Wait...Did you just argue that gathering in a park (a public gathering place) and playing a board game can be illegal? Where do you live that has laws like that?
I believe it's relatively common to gamble on dominoes, and gambling is often illegal. Even so, it's an innocuous crime and probably not the real reason they were hassled.
Today I learned that people gamble on dominoes. Not that I agree with gambling, or with it being illegal, but I suppose that is more justified than just playing dominoes.
Nature has endowed mankind with diverse faculties, fallible reason and variable fortune, and so in a free society there will by necessity be "winners" and "losers".
Those of you who reflexively oppose gentrification ought to consider what type of society you want to live in. Do you believe that individuals have the right to make decisions that could affect their own lives beneficially or adversely? One such decision is to rent or buy property.
There are clearly potential benefits and drawbacks to either choice. I may value stability of residence and the chance my chosen property will appreciate, and therefore choose to buy, and so put capital down and strain my credit. Alternatively, I may want to bootstrap a small business or startup using the same capital and credit, and therefore choose to rent.
When, in the name of stopping the "evil" of gentrification, you propose to severely restrict what a property owner can do, such as through rent control, you are also proposing to restrict the original choice to rent or buy. You are thus limiting the opportunity of the less fortunate to buy when and where the price is low and sell if and when the price gets high.
In the name of protecting the vulnerable, you prevent them from advancing to a better station in life. It's very easy to consider the benefits of laws and regulation while ignoring the costs.

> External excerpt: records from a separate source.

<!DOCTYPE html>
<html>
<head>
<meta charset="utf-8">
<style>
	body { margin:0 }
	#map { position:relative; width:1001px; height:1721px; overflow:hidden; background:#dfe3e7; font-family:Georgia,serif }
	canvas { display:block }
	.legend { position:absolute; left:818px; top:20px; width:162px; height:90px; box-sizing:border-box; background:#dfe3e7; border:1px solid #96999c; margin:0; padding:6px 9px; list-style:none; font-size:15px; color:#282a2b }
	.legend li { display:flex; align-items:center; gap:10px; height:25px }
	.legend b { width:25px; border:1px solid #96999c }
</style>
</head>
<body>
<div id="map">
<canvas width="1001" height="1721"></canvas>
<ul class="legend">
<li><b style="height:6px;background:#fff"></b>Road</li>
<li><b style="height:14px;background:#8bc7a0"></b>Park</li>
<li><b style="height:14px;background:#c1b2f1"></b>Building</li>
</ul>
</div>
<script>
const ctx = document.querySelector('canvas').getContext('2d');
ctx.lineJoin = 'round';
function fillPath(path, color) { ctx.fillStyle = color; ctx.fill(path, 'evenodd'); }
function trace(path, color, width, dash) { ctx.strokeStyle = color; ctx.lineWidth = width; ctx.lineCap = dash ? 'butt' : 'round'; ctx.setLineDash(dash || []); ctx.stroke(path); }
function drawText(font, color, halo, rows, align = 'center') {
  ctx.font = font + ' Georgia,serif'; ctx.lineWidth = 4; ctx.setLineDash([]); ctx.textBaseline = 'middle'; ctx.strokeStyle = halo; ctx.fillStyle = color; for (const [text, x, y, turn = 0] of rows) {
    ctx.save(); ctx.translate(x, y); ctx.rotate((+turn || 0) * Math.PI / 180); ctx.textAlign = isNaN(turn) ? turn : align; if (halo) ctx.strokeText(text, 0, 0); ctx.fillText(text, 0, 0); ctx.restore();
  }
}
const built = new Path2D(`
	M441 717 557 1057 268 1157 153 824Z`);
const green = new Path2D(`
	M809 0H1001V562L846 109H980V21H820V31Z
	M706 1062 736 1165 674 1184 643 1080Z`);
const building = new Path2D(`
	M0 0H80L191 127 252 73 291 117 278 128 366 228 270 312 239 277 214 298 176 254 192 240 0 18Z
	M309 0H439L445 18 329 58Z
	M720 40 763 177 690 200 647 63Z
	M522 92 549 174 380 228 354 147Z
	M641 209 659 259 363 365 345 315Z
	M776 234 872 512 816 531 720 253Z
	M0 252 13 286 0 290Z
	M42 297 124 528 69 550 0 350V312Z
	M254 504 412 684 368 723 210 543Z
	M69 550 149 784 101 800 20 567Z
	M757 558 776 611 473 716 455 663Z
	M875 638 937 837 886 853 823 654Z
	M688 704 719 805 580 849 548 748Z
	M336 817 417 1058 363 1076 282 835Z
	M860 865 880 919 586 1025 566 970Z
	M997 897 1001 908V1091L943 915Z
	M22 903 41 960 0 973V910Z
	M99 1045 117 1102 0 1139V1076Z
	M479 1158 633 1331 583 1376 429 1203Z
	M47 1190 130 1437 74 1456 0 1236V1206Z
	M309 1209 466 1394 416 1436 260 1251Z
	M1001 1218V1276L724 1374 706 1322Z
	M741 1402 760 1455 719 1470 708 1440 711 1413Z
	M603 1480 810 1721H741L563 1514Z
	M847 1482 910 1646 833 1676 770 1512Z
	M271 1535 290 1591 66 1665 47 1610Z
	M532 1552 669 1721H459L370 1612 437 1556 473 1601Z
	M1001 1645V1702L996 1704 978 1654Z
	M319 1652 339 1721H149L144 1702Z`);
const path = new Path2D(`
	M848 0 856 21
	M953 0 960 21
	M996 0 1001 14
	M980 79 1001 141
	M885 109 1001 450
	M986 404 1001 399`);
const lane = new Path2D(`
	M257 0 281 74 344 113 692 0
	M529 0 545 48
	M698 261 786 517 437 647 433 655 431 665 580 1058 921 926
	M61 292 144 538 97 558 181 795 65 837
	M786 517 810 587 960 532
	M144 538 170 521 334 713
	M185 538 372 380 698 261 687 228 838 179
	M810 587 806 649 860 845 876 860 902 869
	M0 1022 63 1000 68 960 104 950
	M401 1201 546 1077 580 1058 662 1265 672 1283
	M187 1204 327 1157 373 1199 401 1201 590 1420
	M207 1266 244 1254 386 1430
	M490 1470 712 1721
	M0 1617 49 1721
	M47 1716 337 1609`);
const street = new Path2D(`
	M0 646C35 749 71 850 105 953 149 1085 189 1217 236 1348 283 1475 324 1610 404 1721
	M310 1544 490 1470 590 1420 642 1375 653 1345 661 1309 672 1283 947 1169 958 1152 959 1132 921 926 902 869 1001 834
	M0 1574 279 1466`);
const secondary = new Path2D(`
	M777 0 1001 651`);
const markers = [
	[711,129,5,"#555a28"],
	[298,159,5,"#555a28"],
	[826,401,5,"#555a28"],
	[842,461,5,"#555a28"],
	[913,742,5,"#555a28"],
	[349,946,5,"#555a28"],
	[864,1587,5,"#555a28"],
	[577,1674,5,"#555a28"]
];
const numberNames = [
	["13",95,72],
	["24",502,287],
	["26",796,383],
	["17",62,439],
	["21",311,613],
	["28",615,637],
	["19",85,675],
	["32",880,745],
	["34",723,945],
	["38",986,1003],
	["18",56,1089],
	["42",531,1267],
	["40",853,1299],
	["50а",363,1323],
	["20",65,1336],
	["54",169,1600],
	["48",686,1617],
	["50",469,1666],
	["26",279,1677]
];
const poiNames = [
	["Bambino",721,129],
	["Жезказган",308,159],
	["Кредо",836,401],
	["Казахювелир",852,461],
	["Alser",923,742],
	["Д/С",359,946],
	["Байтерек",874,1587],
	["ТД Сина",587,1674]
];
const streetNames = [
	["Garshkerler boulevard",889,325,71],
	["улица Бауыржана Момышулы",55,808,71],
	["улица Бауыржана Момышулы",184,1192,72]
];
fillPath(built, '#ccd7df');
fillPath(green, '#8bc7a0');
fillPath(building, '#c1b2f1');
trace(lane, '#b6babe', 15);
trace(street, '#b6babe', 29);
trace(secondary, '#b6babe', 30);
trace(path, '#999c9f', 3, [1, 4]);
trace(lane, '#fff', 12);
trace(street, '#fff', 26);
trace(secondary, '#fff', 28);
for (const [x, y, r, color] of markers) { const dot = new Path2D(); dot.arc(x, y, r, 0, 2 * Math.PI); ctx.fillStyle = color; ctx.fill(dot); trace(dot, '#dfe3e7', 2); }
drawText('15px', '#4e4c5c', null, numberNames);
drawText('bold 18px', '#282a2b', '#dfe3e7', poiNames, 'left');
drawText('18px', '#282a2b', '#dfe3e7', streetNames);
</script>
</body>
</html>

Gentrification is happenning in Toronto outside of the downtown core, albeit very slowly.
The main effect is you have families cashing out and moving further and further away from the city to put the real estate price differentials to good use (bigger house, or cash in bank). In the current environment, it actually makes zero sense to buy residential property for the sake of renting it out, so the only ones who are long time owners. Over time, they too will cash out and it will be harder to find rentals until the neighbourhood either increases in status to command higher rates (like what happened in Kensington Market or in the Bellwood neighbourhood), or the property prices start falling to a low enough level that it makes sense to buy rental property again.
The neighbourhood I live in in my city was once crappy, got gentrified when living in the gay district got popular, and thanks to the power of inflation, is now just a nice, modest, middle class neighbourhood again.
Anyone who has met long-time residents of Washington DC knows that yeah, if you are white and rich it is working great for you. If you are black, it is not. I could write a thesis, and maybe DC is exceptional, but this is wishful thinking.
I lived in a very gentrified area of Washington for period. It was very weird. You are pushing out the poor people and you both want to pretend you do not notice. I believe saying the opposite is disingenuous.
Can someone help me understand the problems with gentrification? Do renters feel entitled to stay in their neighborhoods even when their leases end? When owners need to perform remodels on [unoccupied] aging homes?
The only real issue that comes to mind is the owner of a home on a fixed income having to pay higher property taxes because the area around them is improving. I can think of lots of ways to mitigate this problem ... but I'm asking about other problems of which I know nothing.
For them, gentrification is definitely a bad thing.